At her given name the engineer in question crooks an eyebrow.

Erin opens her mouth to ask—then falters. All her doubts from the afternoon come bubbling up, stopping her in her tracks. The silence is stretching now, and Holtz looks expectant; Erin gets anxious.

“G’night,” she stutters, then is out of the kitchen and up the stairs before Holtzmann can respond. Erin sprints to her room, locks the door, curls up in her bed, and tries desperately to go to sleep and forget about the whole encounter.

She has no such luck. She spends the next hour and a half under the covers, cringing as her brain replays the awkward scene on repeat over, and over, and over. Erin finally gets to sleep around four in the morning, the sounds of Holtz’s music still drifting up and under her door from the lab below.

-/-

Erin Gilbert has Googled herself many times, but she has rarely Googled a colleague. Because she is a coward she hopes that somehow Googling Holtz will uncover the mystery of her weekend disappearances without her actually having to ask. That being said, she is not sure what to expect when she types ‘Dr. Jillian Holtzmann’ into the search bar.

There are a ton of paparazzi and press photos; the first website that comes up is, surprisingly, theirs. That pleases her greatly. She scrolls down the page; she almost gets sucked into the rabbit hole of Wikipedia, because apparently not only does their organization have a page, but they each individually have a page, also. She reads her own, because this is a new thing since she has last Googled herself, and then she reads Holtzmann’s.
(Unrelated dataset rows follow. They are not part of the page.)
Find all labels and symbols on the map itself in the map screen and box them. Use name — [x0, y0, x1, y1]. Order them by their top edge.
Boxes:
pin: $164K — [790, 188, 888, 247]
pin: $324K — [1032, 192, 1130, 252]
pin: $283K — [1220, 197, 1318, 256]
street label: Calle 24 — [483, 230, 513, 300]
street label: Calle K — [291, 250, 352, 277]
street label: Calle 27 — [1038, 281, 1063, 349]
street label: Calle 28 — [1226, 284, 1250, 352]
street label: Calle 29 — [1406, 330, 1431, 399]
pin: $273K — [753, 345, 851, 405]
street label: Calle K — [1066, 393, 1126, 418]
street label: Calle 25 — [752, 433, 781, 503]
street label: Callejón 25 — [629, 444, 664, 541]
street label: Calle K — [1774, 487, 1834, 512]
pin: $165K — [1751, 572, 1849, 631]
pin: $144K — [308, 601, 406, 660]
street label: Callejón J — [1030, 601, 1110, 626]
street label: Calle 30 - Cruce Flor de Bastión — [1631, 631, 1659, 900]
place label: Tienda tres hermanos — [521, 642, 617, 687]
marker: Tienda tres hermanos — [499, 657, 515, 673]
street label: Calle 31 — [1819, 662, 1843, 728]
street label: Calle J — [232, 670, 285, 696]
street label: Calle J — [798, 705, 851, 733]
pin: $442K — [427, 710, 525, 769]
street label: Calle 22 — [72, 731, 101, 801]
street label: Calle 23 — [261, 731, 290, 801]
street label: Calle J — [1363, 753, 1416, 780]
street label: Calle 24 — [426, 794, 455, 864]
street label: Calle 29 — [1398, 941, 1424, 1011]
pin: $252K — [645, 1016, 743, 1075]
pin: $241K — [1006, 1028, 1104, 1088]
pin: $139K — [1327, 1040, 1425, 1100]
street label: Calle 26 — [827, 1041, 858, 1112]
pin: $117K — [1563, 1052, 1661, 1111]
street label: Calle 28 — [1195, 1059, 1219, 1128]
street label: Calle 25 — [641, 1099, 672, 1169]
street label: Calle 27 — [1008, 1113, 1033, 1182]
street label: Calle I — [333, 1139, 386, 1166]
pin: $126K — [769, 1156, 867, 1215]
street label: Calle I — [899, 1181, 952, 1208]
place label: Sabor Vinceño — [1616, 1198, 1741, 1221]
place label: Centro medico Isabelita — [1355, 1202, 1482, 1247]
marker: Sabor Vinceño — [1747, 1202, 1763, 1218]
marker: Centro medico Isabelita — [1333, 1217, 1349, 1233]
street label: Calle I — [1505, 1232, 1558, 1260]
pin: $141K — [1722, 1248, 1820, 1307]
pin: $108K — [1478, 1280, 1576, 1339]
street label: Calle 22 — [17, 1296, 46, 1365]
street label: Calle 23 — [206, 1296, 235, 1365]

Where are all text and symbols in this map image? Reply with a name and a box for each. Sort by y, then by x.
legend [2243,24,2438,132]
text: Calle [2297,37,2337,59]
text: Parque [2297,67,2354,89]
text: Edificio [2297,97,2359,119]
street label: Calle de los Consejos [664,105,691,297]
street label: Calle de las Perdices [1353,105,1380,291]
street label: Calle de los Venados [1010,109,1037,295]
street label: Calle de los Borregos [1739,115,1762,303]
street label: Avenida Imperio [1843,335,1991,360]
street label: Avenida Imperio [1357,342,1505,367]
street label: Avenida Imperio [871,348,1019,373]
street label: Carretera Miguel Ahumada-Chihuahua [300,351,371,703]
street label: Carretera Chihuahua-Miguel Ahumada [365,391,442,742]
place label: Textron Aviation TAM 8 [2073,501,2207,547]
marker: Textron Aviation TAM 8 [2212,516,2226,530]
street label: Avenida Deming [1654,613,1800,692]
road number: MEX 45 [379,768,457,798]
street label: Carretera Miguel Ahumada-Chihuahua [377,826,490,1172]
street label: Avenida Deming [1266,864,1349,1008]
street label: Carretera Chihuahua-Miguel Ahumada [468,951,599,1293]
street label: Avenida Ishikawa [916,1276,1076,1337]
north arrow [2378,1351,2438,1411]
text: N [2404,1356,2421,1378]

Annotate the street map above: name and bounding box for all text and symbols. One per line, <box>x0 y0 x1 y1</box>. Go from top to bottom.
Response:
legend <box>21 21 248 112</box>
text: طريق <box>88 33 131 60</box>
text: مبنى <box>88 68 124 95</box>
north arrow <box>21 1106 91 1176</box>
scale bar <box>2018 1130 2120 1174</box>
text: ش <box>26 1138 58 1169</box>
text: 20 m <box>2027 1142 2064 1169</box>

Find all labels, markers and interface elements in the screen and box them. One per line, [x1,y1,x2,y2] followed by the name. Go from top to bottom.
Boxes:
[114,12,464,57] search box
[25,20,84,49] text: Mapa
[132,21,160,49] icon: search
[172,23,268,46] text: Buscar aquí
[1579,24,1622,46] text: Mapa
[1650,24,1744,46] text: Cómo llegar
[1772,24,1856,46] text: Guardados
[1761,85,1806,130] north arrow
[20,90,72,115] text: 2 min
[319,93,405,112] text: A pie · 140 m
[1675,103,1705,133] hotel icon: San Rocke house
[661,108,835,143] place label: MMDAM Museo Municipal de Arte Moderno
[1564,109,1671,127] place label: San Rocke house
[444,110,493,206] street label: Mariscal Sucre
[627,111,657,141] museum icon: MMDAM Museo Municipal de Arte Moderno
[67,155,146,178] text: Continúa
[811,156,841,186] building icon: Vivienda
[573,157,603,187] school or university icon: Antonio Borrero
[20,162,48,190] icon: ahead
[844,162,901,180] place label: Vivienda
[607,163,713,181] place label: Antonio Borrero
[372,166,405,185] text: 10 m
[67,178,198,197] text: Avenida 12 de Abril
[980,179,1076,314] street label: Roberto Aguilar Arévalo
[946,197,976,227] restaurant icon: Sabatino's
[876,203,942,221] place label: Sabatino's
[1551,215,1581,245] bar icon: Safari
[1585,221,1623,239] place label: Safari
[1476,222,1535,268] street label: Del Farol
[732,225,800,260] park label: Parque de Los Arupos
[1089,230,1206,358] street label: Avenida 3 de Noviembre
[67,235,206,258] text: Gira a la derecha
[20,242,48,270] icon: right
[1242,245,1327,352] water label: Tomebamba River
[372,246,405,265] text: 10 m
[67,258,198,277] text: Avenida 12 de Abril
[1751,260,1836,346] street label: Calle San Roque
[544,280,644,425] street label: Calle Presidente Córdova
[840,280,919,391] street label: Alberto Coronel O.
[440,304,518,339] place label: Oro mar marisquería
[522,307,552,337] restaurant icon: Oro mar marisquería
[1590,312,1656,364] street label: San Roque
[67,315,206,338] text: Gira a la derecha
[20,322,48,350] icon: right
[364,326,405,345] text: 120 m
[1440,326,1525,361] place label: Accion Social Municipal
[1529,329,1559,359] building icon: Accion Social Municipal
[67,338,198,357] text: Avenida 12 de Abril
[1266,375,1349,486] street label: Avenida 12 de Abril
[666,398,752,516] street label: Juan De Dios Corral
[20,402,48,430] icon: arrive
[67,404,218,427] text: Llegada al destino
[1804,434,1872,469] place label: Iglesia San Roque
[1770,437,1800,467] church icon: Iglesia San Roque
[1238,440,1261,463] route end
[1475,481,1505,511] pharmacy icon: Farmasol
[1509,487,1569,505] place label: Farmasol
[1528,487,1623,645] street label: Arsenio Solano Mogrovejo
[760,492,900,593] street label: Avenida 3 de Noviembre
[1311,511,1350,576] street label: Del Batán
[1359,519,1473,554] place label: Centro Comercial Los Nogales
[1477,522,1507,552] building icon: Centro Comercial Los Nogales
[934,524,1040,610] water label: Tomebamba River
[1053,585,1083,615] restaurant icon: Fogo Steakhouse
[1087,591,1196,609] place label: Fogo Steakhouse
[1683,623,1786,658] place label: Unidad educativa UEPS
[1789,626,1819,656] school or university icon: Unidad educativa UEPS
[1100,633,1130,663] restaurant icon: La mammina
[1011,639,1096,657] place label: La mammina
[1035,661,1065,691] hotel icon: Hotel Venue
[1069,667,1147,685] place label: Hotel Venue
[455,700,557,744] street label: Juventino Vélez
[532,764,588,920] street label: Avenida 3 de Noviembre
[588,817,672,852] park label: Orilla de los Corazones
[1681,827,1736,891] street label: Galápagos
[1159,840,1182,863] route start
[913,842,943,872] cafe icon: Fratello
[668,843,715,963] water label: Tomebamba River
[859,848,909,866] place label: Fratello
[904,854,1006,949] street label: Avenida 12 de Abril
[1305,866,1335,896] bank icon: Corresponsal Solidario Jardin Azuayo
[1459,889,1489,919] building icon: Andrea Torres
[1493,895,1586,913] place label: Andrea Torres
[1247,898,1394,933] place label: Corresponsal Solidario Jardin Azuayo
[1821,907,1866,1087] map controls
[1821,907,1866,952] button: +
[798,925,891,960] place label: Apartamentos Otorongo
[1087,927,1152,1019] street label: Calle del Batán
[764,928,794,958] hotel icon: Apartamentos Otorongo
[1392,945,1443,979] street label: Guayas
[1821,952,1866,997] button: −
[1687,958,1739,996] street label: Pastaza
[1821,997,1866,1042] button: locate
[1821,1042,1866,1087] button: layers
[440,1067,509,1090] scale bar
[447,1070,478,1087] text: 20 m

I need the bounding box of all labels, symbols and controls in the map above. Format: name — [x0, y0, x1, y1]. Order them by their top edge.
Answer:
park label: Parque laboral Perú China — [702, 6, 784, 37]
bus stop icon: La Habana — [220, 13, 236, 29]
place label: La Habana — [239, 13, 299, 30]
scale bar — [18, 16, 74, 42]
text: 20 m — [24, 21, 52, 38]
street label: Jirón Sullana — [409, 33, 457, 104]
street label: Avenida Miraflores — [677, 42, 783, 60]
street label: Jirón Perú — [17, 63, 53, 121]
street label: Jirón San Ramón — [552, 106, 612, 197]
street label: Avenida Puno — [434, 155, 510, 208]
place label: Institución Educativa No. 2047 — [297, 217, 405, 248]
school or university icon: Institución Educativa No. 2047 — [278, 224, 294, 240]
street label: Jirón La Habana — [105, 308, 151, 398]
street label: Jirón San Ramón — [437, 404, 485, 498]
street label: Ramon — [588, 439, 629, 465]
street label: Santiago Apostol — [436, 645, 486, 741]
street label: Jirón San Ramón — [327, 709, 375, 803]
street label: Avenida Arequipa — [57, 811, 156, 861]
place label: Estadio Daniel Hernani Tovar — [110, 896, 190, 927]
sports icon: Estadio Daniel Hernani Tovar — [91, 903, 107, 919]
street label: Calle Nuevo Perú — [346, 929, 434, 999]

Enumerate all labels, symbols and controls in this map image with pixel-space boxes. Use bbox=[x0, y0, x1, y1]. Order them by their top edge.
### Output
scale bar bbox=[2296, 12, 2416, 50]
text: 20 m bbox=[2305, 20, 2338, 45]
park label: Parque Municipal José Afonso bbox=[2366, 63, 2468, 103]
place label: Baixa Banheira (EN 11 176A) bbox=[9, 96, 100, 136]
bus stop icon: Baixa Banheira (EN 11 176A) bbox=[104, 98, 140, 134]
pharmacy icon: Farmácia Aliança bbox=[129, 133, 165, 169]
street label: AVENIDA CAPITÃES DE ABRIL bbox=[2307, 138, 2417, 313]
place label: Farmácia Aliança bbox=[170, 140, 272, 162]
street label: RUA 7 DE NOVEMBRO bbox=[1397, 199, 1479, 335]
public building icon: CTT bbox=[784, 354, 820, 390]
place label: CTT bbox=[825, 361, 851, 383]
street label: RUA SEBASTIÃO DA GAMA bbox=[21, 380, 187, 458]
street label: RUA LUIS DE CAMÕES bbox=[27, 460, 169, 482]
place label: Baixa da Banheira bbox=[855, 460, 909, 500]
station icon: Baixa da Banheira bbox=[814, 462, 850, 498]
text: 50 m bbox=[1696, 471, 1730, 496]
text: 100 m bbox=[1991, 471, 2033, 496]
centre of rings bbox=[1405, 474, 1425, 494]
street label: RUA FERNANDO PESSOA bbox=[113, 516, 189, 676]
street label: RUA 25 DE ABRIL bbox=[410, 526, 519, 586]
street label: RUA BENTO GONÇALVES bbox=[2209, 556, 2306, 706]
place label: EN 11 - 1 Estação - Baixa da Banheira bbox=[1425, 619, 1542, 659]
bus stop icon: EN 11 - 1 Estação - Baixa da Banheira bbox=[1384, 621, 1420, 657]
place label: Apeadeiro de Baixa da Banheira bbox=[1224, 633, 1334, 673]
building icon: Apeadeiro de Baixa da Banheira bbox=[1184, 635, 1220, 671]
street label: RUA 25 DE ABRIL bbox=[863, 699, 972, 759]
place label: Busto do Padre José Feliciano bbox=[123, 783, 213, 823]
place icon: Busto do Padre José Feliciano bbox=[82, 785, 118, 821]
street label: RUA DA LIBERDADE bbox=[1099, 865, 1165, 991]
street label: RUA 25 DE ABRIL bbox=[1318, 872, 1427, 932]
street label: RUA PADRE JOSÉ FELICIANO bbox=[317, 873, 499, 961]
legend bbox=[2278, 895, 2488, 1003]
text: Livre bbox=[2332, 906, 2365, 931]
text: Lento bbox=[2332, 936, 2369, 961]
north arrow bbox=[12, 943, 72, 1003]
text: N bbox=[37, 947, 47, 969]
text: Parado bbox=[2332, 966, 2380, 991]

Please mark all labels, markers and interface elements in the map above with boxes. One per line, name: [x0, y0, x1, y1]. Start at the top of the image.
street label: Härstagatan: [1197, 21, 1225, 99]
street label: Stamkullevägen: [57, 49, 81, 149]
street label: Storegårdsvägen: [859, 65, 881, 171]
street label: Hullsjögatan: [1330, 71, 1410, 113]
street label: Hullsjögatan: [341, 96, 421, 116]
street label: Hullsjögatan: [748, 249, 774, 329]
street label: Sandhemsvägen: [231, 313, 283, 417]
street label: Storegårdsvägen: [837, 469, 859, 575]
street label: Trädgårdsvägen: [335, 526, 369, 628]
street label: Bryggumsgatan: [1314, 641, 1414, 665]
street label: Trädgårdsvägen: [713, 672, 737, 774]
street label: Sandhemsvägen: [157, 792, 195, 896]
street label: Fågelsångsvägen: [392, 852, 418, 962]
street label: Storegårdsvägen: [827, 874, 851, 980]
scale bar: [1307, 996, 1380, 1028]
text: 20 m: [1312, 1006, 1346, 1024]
_Dr. Jillian Holtzmann is a former researcher and nuclear engineer for the[Kenneth P. Higgins Institute](http://ghostbusters.wikia.com/wiki/Kenneth_P._Higgins_Institute) and the United States Government. She is known best as being one of the four-women “Ghostbusters” team who were involved in the Ghosts of New York incident in July 2016.  Dr. Holtzmann holds two Masters Degrees in Nuclear and Mechanical Engineering from MIT, as well as a Doctorate degree in Nuclear Engineering, also from MIT. _

_Dr. Holtzmann went to Tech Valley High School in Albany, New York and graduated after just three years.    She attended MIT for both undergrad and graduate school. She graduated in 2007 with her dual Masters in Nuclear and Mechanical Engineering, and went to work for the United States Government doing research on nuclear engineering in mechanical engineering. Her work for the government inspired her Doctoral thesis, postulated that nuclear energy combined mechanical engineering could be used to create handheld nuclear-powered weapons. Dr. Holtzmann received her Ph.D in 2013 after just four years of research and writing._

_In 2014 Dr. Holtzmann was accepted into CERN, the European Organization for Nuclear Research, but deferred joining two months later after a device she was working on exploded and put a colleague in the hospital. After the accident she left her job at the US Government and took a position at the Kenneth P. Higgins Institute working as a paranormal researcher alongside Dr. Abby Yates. Currently Dr. Holtzmann lives in New York City and works at Ghostbusters LLC as chief engineer and munitions expert. Her Ph.D work has directly influenced the design and execution of the weaponry the Ghostbusters use to capture ghosts._

_Dr. Holtzmann has over two hundred patents in her name, most dealing in some capacity with nuclear or mechanical engineering. Several of her most well-known patent designs are for the proton packs and containment devices the Ghostbusters use to capture ghosts._

The Wikipedia article, while informative, leaves Erin with more questions than answers. If Holtz had injured someone in a lab accident, why was she not more careful? Was it her flagrant disregard of lab safety that had injured them? Did she go to some sort of AA for lab accident survivors?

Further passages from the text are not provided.